*RECORD EXCERPTS:*
□ □ □ □ □ □ □

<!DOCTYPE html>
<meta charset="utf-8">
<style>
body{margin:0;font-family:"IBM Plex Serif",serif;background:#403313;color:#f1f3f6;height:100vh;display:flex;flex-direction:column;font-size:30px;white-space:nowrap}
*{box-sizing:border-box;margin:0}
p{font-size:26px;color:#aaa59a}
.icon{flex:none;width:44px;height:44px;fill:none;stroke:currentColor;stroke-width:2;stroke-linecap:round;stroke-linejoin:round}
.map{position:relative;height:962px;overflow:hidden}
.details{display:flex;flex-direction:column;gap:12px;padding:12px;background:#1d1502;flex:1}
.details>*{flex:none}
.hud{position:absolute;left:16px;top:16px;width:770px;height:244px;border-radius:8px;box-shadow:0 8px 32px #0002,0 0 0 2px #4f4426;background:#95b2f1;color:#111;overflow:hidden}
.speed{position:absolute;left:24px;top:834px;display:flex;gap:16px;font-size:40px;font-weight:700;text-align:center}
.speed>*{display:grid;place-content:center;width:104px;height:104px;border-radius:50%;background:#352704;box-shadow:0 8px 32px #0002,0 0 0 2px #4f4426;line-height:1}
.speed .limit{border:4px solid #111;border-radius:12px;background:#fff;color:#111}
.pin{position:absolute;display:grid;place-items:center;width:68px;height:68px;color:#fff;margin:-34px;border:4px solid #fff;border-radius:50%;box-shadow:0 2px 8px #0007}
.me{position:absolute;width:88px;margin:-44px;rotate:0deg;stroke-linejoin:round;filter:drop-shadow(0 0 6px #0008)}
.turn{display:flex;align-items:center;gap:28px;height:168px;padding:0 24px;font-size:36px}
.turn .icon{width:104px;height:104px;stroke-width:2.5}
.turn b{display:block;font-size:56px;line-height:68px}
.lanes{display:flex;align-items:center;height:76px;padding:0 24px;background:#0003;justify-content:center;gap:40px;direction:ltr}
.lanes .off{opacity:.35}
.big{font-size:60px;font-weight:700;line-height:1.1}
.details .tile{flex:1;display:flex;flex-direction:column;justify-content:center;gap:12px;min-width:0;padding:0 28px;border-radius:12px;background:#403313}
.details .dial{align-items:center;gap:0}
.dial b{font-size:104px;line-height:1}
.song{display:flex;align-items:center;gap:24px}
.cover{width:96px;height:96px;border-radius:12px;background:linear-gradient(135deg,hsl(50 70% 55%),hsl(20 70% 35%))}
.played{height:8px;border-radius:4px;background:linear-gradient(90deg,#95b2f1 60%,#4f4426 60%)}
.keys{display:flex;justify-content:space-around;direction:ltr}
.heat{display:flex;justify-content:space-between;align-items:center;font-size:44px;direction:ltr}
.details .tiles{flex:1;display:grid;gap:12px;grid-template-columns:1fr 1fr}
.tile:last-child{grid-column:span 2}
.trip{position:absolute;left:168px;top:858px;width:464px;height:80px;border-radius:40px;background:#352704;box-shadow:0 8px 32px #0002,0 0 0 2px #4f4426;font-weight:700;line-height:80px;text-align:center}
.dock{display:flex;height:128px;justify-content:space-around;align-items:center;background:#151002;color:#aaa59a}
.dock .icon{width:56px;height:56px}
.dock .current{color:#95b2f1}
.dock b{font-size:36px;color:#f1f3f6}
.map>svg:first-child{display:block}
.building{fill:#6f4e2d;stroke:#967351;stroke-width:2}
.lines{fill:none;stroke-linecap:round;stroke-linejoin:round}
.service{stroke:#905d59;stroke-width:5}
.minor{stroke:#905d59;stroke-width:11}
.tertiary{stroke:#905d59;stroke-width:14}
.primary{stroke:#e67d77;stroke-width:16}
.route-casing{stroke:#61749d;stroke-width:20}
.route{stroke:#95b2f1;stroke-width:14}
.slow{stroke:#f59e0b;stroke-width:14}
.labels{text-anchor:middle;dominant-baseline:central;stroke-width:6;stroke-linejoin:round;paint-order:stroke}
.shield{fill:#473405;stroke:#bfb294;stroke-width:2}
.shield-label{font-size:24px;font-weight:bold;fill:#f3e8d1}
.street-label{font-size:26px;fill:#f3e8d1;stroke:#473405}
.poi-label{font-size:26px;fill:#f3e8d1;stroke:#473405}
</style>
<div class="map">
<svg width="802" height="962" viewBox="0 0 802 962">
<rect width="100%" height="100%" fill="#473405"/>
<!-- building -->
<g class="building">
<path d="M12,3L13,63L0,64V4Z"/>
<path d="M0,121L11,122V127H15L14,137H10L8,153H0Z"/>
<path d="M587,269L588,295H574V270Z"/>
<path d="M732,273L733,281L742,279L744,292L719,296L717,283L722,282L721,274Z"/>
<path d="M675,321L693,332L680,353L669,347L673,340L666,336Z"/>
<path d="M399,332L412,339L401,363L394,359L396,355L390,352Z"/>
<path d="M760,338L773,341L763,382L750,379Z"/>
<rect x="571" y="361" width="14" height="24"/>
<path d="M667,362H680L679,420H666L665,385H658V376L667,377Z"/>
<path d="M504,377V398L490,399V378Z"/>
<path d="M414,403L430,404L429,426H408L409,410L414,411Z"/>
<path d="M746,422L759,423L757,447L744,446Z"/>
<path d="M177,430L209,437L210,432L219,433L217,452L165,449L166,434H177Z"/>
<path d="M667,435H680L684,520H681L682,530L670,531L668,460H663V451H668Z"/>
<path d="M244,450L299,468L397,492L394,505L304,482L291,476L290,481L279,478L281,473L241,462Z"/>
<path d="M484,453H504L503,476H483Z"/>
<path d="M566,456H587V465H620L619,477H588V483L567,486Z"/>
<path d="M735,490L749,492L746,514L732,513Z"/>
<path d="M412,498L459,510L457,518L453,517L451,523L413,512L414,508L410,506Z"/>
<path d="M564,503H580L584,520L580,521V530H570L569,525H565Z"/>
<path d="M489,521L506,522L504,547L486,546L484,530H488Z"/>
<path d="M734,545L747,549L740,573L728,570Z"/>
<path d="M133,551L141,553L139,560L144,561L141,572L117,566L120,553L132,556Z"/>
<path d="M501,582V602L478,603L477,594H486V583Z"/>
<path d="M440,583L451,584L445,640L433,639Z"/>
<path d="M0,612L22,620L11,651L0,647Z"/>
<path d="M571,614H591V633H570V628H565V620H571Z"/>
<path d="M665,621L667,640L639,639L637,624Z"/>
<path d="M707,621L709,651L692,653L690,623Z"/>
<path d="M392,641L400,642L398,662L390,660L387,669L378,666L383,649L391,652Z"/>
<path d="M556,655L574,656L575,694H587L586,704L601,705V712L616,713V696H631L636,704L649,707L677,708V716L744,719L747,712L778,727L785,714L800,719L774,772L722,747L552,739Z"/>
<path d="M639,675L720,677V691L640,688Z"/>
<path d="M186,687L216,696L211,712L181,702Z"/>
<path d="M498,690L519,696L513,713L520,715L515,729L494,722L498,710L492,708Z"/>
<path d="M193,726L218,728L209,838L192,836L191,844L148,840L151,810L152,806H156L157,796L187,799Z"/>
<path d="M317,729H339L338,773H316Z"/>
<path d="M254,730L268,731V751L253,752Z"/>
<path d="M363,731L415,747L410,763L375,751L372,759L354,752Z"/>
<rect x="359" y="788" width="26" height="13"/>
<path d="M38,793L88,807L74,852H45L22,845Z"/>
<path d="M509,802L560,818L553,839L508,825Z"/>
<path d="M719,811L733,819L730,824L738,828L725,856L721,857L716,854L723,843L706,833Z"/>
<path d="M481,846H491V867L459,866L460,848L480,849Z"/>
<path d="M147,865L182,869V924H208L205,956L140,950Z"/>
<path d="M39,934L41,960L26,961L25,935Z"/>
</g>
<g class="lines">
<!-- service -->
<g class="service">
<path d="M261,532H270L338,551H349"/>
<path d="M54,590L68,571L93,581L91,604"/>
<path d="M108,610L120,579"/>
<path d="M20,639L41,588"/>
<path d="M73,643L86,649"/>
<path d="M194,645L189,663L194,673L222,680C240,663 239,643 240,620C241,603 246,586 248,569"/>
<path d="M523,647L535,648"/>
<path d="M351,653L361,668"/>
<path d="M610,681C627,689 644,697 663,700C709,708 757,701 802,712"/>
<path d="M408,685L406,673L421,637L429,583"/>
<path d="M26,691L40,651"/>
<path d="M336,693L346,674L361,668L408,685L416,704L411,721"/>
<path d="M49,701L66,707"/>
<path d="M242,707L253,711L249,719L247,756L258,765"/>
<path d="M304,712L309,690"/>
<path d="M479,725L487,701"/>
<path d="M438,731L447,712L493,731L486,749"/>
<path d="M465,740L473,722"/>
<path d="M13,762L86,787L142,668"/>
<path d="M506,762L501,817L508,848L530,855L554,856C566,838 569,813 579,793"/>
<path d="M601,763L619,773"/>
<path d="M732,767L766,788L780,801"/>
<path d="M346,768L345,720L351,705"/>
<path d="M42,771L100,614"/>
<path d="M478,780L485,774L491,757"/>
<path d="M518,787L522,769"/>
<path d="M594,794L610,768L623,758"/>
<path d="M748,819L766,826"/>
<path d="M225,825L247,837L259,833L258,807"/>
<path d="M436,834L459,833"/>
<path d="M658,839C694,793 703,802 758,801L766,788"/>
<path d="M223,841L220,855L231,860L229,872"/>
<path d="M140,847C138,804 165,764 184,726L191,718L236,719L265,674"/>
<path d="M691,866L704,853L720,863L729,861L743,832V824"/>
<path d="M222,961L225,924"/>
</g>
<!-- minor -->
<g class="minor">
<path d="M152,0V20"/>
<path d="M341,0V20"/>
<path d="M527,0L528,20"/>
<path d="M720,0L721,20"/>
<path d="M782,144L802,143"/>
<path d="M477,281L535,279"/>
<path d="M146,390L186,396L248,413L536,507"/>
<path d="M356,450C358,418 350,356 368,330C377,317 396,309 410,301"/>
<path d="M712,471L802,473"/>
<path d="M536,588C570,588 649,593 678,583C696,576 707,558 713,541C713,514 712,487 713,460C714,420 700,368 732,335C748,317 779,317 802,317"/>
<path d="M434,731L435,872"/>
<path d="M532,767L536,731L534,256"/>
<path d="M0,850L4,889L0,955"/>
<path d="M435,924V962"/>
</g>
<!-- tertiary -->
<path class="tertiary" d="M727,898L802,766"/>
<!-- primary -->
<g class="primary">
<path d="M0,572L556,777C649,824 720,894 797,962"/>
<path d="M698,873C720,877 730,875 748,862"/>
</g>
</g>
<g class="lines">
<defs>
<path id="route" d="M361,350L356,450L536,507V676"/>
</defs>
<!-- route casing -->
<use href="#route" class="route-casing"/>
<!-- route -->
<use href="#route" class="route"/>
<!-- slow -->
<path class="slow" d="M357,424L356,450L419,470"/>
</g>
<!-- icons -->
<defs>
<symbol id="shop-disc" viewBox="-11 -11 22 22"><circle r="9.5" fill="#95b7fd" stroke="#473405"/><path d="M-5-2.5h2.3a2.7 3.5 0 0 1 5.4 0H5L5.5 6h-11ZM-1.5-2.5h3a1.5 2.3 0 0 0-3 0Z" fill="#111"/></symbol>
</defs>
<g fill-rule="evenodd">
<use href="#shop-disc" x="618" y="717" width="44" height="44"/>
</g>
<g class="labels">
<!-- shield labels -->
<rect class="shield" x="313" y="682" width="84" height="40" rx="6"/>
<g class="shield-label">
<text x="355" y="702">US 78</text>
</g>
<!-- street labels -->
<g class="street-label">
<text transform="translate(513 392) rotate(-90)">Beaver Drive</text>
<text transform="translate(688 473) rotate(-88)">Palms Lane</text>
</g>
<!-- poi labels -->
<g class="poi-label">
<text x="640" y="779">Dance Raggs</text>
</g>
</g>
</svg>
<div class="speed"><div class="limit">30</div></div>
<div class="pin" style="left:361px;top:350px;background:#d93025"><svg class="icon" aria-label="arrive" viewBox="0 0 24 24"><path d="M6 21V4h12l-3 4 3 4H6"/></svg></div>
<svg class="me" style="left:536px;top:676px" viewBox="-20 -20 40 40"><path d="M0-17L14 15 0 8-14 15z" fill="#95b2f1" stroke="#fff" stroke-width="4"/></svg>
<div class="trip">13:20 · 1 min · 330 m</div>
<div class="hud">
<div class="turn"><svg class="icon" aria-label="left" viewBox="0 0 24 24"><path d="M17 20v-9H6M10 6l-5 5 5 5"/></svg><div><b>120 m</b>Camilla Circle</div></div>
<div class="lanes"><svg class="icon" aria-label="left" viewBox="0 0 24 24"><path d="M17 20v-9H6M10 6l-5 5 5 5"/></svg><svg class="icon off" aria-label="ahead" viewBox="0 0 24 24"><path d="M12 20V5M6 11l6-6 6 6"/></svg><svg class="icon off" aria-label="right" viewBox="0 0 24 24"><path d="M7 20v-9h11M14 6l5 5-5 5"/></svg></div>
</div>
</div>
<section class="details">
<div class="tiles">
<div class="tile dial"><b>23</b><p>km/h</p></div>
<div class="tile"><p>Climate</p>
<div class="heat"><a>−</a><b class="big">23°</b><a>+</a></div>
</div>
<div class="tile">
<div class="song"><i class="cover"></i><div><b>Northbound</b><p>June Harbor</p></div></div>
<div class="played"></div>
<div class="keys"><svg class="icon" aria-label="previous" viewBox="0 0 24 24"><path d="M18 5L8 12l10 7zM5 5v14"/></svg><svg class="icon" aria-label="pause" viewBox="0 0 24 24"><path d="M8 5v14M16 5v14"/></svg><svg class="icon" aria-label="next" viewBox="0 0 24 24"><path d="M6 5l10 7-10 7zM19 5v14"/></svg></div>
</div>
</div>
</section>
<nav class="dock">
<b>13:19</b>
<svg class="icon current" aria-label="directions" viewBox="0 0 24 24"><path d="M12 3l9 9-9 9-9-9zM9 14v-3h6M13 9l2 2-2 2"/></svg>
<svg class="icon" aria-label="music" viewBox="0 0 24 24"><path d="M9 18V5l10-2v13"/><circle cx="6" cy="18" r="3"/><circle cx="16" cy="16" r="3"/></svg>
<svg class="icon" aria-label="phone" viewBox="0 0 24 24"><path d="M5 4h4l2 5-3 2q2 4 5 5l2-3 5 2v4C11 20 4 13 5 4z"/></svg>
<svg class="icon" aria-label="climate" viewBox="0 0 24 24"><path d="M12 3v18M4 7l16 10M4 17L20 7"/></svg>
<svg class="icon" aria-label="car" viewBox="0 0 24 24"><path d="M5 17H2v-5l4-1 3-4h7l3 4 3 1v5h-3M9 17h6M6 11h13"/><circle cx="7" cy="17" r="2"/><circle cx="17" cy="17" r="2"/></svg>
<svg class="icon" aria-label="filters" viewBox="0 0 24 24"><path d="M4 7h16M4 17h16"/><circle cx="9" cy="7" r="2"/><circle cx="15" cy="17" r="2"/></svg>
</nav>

□ □ □ □ □ □ □

*EXERCISE PROMPT:*
All lines in the listing above that contain "song" should be shown.

*WORKED SOLUTION:*
.song{display:flex;align-items:center;gap:24px}
<div class="song"><i class="cover"></i><div><b>Northbound</b><p>June Harbor</p></div></div>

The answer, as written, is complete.